On a practical level, the continuous flowing Aikido-Yoga practice in this manner physically produces sufficient heat, oxygenation and circulation to effectively and efficiently eliminate toxins, improve the body’s immune system, flexibility and overall vitality. However, just as importantly, on a more subtle, esoteric level, the inwardly directed focus, mental concentration and emotional stamina being developed by the Aikido-Yoga practitioner prepares the individual for the vital discipline and joyous practice of fearless introspection and timeless meditation.

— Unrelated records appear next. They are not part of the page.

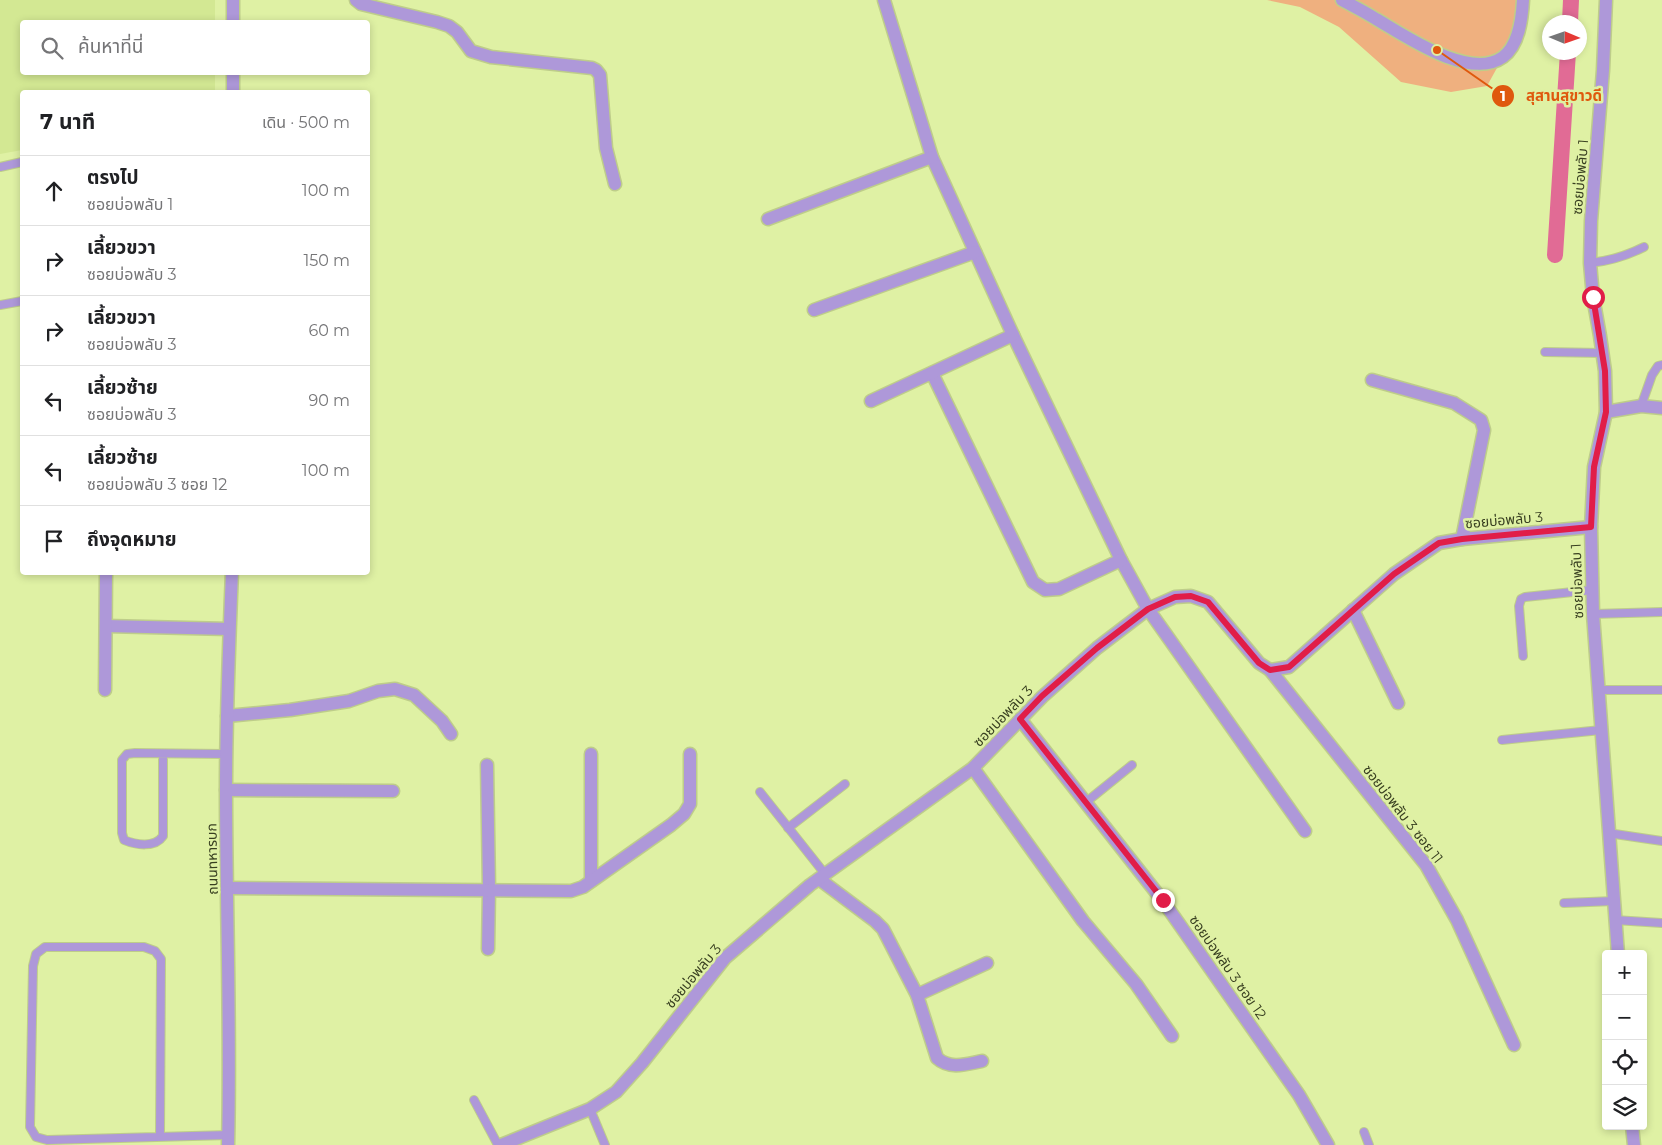 <!DOCTYPE html>
<html lang="th">
<head>
<meta charset="utf-8">
<style>
  body { margin:0; font-family:Montserrat,"Noto Sans Thai",sans-serif; background:#f6f6f6; color:#202124 }
  .controls { position:absolute; right:15px; bottom:15px; display:grid; overflow:hidden; border-radius:5px; box-shadow:0 2px 8px #0003 }
  .controls button { width:45px; height:45px; display:grid; place-items:center; padding:0; border:0; border-bottom:1px solid #e0e0e0; background:#fff; color:#202124; font:25px sans-serif }
  .compass { position:absolute; left:1542px; top:15px; width:45px; height:45px; border-radius:50%; background:#fff; box-shadow:0 2px 8px #0003; rotate:92deg }
  .stop { position:absolute; width:15px; height:15px; margin:-11px; border:4px solid #e11d48; border-radius:50%; background:#fff }
  .stop.end { background:#e11d48; border-color:#fff; box-shadow:0 1px 5px #0008 }
  .list { margin:0; padding:0; list-style:none }
  h2 { display:flex; justify-content:space-between; align-items:center; height:65px; margin:0; padding:0 20px; font-size:21px }
  h2 small { font-size:16px; font-weight:400; color:#757577 }
  .list li { display:grid; grid-template-columns:32px 1fr auto; gap:15px; align-items:center; box-sizing:border-box; height:70px; padding:0 20px; border-top:1px solid #e0e0e0 }
  .list b { display:block; font-size:19px; white-space:nowrap }
  .list p { margin:0; font-size:16px; white-space:nowrap; color:#757577 }
  .list em { font-size:16px; font-style:normal; color:#757577 }
  .icon { flex:none; width:28px; height:28px; fill:none; stroke:currentColor; stroke-width:2; stroke-linecap:round; stroke-linejoin:round }
  .map { position:relative; flex:none; width:1662px; height:1145px; overflow:hidden }
  .search { position:absolute; background:#fff; box-shadow:0 2px 8px #0003; left:20px; top:20px; width:350px; height:55px; display:flex; align-items:center; gap:12px; box-sizing:border-box; padding:0 18px; border-radius:5px; color:#757577; font-size:19px }
  .panel { position:absolute; background:#fff; box-shadow:0 2px 8px #0003; left:20px; top:90px; width:350px; height:485px; border-radius:5px }
  .map>svg:first-child { display:block }
  .built { fill:#d3e893 }
  .green { fill:#efb07f }
  .lines { fill:none; stroke-linecap:round; stroke-linejoin:round }
  .canal { stroke:#e16b95; stroke-width:16 }
  .service-casing { stroke:#becd8a; stroke-width:10 }
  .minor-casing { stroke:#becd8a; stroke-width:15 }
  .service { stroke:#ae98d9; stroke-width:8 }
  .minor { stroke:#ae98d9; stroke-width:12 }
  .route { stroke:#e11d48; stroke-width:6 }
  .labels { text-anchor:middle; stroke-width:5; stroke-linejoin:round; paint-order:stroke }
  .street-label { font-size:14px; fill:#383f20; stroke:#dff1a4 }
  .leader { fill:none; stroke:#df580d; stroke-width:2 }
  .callout-dot { fill:#df580d; stroke:#dff1a4; stroke-width:2 }
  .mark-label { font-size:15px; text-anchor:middle; font-weight:bold; fill:#fff }
  .callout-label { font-size:15px; text-anchor:middle; font-weight:bold; fill:#df580d; stroke:#dff1a4; stroke-width:5; stroke-linejoin:round; paint-order:stroke }
</style>
</head>
<body>
<div class="map">
<svg width="1662" height="1145" viewBox="0 0 1662 1145">
  <rect width="100%" height="100%" fill="#dff1a4"/>
  <path class="built" d="M0,0h215v22h-193v50l193,1v19h-193v58l-22,4z"/>
  <path class="green" d="M1267,0h256l1,1 -21,56 -16,29 -36,6 -50,-10 -62,-55 -39,-20z"/>
  <g class="lines">
    <g class="canal">
      <path d="M1570,22l1,-22"/>
      <path d="M1555,255l13,-203"/>
    </g>
    <g class="service-casing">
      <g id="service">
        <path d="M0,167l22,-5"/>
        <path d="M1590,263c20,-2 36,-7 54,-16"/>
        <path d="M0,305l22,-4"/>
        <path d="M1545,352l58,1"/>
        <path d="M1641,406l11,-31 6,-9 4,-1"/>
        <path d="M1593,614l69,-2"/>
        <path d="M1523,656l-4,-50 2,-7 4,-2 67,-7"/>
        <path d="M1598,690h64"/>
        <path d="M1502,740l99,-10"/>
        <path d="M163,754v82c-8,12 -27,9 -39,4l-2,-7v-73l5,-6 8,-1 91,1"/>
        <path d="M760,792l65,82"/>
        <path d="M1085,803l47,-38"/>
        <path d="M788,828l57,-44"/>
        <path d="M1608,833l54,8"/>
        <path d="M1564,903l50,-2"/>
        <path d="M1615,920l47,3"/>
        <path d="M474,1100l24,45"/>
        <path d="M590,1109l15,36"/>
        <path d="M1364,1132l5,13"/>
        <path d="M160,1137l1,-178 -6,-8 -11,-4h-99l-9,7 -3,12 -3,161 6,10 11,3 182,-5"/>
      </g>
    </g>
    <g class="minor-casing">
      <g id="minor">
        <path d="M233,0v22"/>
        <path d="M356,0l5,4 76,18 12,4 8,6 14,19 20,6 101,11 4,2 4,5 6,73 9,36"/>
        <path d="M884,0l48,157 81,178 108,225 27,49 157,222"/>
        <path d="M1342,0c11,6 23,12 34,19 29,17 94,62 127,38 16,-12 19,-38 20,-57"/>
        <path d="M1606,0l-3,70 -12,151 -1,42 3,34 7,39 5,35 1,41 -12,55 -3,60 2,87 25,340"/>
        <path d="M233,72v20"/>
        <path d="M768,219l164,-62"/>
        <path d="M814,310l161,-58"/>
        <path d="M932,373l101,209 12,8 14,-1 62,-29"/>
        <path d="M1372,380l82,23 27,17 3,10 -22,109"/>
        <path d="M871,401l142,-66"/>
        <path d="M1606,412l35,-6 21,2"/>
        <path d="M1353,610l45,93"/>
        <path d="M106,626l123,3"/>
        <path d="M1270,670l156,195 31,55 57,125"/>
        <path d="M105,690l1,-118"/>
        <path d="M227,716l63,-6 59,-9 29,-10 17,-2 19,6 28,26 9,13"/>
        <path d="M1020,719l143,182 136,194 29,50"/>
        <path d="M591,754v127"/>
        <path d="M487,765l2,124 -1,60"/>
        <path d="M973,768l110,153 53,63 36,52"/>
        <path d="M226,790l167,1"/>
        <path d="M819,879l56,42 8,8 34,66 20,63c13,12 30,6 45,3"/>
        <path d="M228,888l343,3 12,-4 88,-62 13,-11 6,-10v-50"/>
        <path d="M917,995l70,-32"/>
        <path d="M1632,1126l2,19"/>
        <path d="M228,1145c3,-119 -2,-238 -2,-356 0,-73 3,-145 6,-217"/>
        <path d="M501,1145l89,-36 26,-17 26,-29 83,-105 85,-73 163,-117 69,-71 55,-49 51,-39 27,-12 16,-1 17,6 51,61 11,7 19,-3 105,-93 45,-31 23,-4 129,-12"/>
      </g>
    </g>
    <use href="#service" class="service"/>
    <use href="#minor" class="minor"/>
  </g>
  <g class="lines">
    <path class="route" d="M1163,900l-143,-181 22,-23 55,-48 51,-39 27,-12 16,-1 17,6 51,61 11,7 19,-3 105,-93 45,-31 23,-4 129,-12 3,-60 12,-55 -1,-41 -12,-74"/>
  </g>
  <g class="labels">
    <g class="street-label">
      <text transform="translate(1580 177) rotate(-85)" y="5">ซอยบ่อพลับ 1</text>
      <text transform="translate(1504 520) rotate(-5)" y="5">ซอยบ่อพลับ 3</text>
      <text transform="translate(1577 581) rotate(-92)" y="5">ซอยบ่อพลับ 1</text>
      <text transform="translate(1003 716) rotate(-46)" y="5">ซอยบ่อพลับ 3</text>
      <text transform="translate(1403 814) rotate(52)" y="5">ซอยบ่อพลับ 3 ซอย 11</text>
      <text transform="translate(212 859) rotate(-91)" y="5">ถนนทหารบก</text>
      <text transform="translate(1228 967) rotate(55)" y="5">ซอยบ่อพลับ 3 ซอย 12</text>
      <text transform="translate(693 976) rotate(-50)" y="5">ซอยบ่อพลับ 3</text>
    </g>
  </g>
  <path class="leader" d="M1437 50L1503 96"/>
  <g class="callout-dot">
    <circle cx="1437" cy="50" r="5"/>
    <circle cx="1503" cy="96" r="12"/>
  </g>
  <g class="mark-label">
    <text x="1503" y="101">1</text>
  </g>
  <g class="callout-label">
    <text x="1564" y="101">สุสานสุขาวดี</text>
  </g>
</svg>
<div class="controls">
<button>+</button>
<button>−</button>
<button><svg class="icon" aria-label="locate" viewBox="0 0 24 24"><circle cx="12" cy="12" r="6"/><path d="M12 2v4M12 18v4M2 12h4M18 12h4"/></svg></button>
<button><svg class="icon" aria-label="layers" viewBox="0 0 24 24"><path d="M12 4l9 5-9 5-9-5zM3 14l9 5 9-5"/></svg></button>
</div>
<svg class="compass" viewBox="-18 -18 36 36"><path d="M0-13l5 13h-10z" fill="#e53935"/><path d="M0 13l5-13h-10z" fill="#757577"/></svg>
<div class="stop" style="left:1593px;top:297px"></div>
<div class="stop end" style="left:1163px;top:900px"></div>
<div class="search"><svg class="icon" aria-label="search" viewBox="0 0 24 24"><circle cx="10" cy="10" r="6"/><path d="M15 15l6 6"/></svg>ค้นหาที่นี่</div>
<section class="panel">
<h2>7 นาที<small>เดิน · 500 m</small></h2>
<ul class="list">
<li><svg class="icon" aria-label="ahead" viewBox="0 0 24 24"><path d="M12 20V5M6 11l6-6 6 6"/></svg><div><b>ตรงไป</b><p>ซอยบ่อพลับ 1</p></div><em>100 m</em></li>
<li><svg class="icon" aria-label="right" viewBox="0 0 24 24"><path d="M7 20v-9h11M14 6l5 5-5 5"/></svg><div><b>เลี้ยวขวา</b><p>ซอยบ่อพลับ 3</p></div><em>150 m</em></li>
<li><svg class="icon" aria-label="right" viewBox="0 0 24 24"><path d="M7 20v-9h11M14 6l5 5-5 5"/></svg><div><b>เลี้ยวขวา</b><p>ซอยบ่อพลับ 3</p></div><em>60 m</em></li>
<li><svg class="icon" aria-label="left" viewBox="0 0 24 24"><path d="M17 20v-9H6M10 6l-5 5 5 5"/></svg><div><b>เลี้ยวซ้าย</b><p>ซอยบ่อพลับ 3</p></div><em>90 m</em></li>
<li><svg class="icon" aria-label="left" viewBox="0 0 24 24"><path d="M17 20v-9H6M10 6l-5 5 5 5"/></svg><div><b>เลี้ยวซ้าย</b><p>ซอยบ่อพลับ 3 ซอย 12</p></div><em>100 m</em></li>
<li><svg class="icon" aria-label="arrive" viewBox="0 0 24 24"><path d="M6 21V4h12l-3 4 3 4H6"/></svg><div><b>ถึงจุดหมาย</b></div></li>
</ul>
</section>
</div>
</body>
</html>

There are many, many more subtle and infinitely more complex and dynamic psychological and physiological aspects of Aikido-Yoga that can only really be examined and understood through direct experiential learning experiences along a personal journey of self-discovery. The strong and succinct message here, however, is that:- just as challenging yoga postures offer the yoga practitioner enough physiological pressure to disrupt their “bandhas”, calm composure, mental focus, breathing and balance; each specific empty-hand and weapons movement of Aikido is also required to be performed with exactly the same “bandhas”, calm composure, mental focus, physiological balance and yogic breathing while dealing with the pressure offered to you by your training partners (“ukes”) throughout the execution of each martial technique.
The personal journey of self-discovery and associated self-transformation is what makes the Aikido… Yoga. It is also what makes the Yoga in the practice of Aikido palpable and tangible to every Aikido-Yoga practitioner. Without this understanding and correct practice, yoga would be just stretching and Aikido would be just a technically proficient demonstration of specific martial arts techniques. Aikido-Yoga, therefore, offers this training to a new generation of evolved martial artists and as a divine gift from the heart of each Aikido-Yoga practitioner to one another.